═════ Given entries

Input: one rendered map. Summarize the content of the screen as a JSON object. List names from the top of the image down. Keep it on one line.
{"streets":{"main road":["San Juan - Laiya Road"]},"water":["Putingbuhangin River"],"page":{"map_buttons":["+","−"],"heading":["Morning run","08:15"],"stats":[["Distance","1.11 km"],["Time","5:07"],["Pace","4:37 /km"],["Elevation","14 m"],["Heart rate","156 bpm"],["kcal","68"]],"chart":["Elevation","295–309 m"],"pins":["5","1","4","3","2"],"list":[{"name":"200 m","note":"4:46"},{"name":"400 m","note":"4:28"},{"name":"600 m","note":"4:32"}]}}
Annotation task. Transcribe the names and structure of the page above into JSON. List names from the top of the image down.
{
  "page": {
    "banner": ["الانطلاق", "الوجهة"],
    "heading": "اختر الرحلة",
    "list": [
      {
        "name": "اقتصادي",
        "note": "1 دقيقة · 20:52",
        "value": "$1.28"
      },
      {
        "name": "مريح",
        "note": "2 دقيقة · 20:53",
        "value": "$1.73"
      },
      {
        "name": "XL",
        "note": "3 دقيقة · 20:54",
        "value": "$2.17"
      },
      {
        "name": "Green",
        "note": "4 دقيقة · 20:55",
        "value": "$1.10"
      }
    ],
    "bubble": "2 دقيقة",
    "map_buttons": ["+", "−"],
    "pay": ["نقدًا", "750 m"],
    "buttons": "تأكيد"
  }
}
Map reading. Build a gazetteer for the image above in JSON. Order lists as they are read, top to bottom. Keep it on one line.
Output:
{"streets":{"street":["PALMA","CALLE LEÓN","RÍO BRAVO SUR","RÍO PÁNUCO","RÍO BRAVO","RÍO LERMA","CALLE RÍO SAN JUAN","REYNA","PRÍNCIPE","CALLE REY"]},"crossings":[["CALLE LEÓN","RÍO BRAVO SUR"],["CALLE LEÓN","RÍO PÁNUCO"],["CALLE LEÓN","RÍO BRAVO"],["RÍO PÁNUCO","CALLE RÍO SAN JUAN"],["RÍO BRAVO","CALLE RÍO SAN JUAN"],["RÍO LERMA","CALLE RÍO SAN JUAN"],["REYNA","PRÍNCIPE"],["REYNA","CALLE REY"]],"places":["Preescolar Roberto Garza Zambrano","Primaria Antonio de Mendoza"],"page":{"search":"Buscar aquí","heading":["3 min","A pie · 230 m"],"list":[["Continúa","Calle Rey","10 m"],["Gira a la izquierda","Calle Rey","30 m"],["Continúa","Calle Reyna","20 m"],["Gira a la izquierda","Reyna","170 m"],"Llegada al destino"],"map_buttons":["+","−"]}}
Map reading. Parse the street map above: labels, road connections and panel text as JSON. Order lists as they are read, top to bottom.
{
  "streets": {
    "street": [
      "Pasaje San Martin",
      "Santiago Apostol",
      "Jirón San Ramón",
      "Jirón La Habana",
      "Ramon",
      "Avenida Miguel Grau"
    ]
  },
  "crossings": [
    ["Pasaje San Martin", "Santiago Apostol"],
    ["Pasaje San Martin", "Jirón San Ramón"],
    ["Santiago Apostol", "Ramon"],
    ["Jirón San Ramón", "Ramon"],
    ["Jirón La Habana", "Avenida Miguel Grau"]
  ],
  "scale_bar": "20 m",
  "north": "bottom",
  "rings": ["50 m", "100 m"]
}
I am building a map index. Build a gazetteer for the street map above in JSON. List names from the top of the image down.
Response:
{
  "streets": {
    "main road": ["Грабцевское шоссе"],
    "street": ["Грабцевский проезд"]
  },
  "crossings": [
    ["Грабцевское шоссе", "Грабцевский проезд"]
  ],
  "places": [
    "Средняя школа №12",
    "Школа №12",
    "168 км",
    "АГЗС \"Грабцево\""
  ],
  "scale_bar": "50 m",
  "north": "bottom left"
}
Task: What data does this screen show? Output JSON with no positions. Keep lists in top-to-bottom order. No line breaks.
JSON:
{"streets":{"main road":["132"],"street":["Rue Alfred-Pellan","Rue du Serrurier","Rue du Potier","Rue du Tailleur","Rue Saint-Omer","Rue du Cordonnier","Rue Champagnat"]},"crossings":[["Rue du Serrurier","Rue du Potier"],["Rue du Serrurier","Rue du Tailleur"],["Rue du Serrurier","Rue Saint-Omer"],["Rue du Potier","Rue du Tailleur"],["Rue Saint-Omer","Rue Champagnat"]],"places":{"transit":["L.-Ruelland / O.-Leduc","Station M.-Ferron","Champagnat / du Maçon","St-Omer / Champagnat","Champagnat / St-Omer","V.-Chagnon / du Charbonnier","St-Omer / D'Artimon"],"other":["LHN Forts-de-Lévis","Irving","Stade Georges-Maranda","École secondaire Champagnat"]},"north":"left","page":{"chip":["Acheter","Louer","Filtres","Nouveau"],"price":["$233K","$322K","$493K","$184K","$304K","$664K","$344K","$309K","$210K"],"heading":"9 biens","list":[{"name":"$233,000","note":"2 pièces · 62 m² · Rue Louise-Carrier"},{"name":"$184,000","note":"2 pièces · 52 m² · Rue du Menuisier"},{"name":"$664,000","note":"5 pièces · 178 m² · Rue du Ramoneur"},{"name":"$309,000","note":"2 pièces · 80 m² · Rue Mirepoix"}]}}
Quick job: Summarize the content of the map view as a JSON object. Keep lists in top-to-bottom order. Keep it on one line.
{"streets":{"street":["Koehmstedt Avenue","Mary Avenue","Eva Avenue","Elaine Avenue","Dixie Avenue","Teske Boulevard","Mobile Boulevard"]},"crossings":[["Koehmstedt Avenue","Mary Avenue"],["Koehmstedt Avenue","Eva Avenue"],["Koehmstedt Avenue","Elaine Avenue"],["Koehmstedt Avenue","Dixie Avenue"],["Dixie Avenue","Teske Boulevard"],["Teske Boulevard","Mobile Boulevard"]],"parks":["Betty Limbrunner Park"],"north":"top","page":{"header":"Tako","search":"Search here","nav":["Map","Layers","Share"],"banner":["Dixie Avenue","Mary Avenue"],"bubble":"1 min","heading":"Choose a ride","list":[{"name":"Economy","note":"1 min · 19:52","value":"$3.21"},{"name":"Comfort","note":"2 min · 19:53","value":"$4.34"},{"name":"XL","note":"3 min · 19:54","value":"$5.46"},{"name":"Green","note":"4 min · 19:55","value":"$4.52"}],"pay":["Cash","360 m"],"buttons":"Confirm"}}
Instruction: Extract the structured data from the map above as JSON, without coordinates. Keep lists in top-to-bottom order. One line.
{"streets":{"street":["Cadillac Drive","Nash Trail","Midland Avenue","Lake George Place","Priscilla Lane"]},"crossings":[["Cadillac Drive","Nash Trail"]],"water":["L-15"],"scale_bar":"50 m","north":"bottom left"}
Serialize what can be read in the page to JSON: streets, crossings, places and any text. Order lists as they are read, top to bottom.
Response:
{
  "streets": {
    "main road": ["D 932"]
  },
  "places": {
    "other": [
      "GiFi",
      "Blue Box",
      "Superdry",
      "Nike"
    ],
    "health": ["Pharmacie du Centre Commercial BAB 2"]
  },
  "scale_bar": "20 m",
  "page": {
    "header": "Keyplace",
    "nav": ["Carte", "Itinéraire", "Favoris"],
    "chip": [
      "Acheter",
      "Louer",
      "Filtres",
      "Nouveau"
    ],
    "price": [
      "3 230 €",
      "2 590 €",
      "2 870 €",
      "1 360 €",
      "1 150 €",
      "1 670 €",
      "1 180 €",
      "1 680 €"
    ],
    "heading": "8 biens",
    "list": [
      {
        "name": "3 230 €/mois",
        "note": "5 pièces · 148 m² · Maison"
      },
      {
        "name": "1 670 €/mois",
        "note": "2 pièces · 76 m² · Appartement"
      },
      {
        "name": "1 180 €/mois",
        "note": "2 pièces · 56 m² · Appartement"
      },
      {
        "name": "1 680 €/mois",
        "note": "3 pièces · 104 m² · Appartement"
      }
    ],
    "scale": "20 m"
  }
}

══════════

• **Goal of the exercise**: Starting at the line that has "Annotation task. Transcribe" and ending at the line that has "Map reading. Build", please write out the lines above exactly, leaving out all others.

• **Exercise result**:
Annotation task. Transcribe the names and structure of the page above into JSON. List names from the top of the image down.
{
  "page": {
    "banner": ["الانطلاق", "الوجهة"],
    "heading": "اختر الرحلة",
    "list": [
      {
        "name": "اقتصادي",
        "note": "1 دقيقة · 20:52",
        "value": "$1.28"
      },
      {
        "name": "مريح",
        "note": "2 دقيقة · 20:53",
        "value": "$1.73"
      },
      {
        "name": "XL",
        "note": "3 دقيقة · 20:54",
        "value": "$2.17"
      },
      {
        "name": "Green",
        "note": "4 دقيقة · 20:55",
        "value": "$1.10"
      }
    ],
    "bubble": "2 دقيقة",
    "map_buttons": ["+", "−"],
    "pay": ["نقدًا", "750 m"],
    "buttons": "تأكيد"
  }
}
Map reading. Build a gazetteer for the image above in JSON. Order lists as they are read, top to bottom. Keep it on one line.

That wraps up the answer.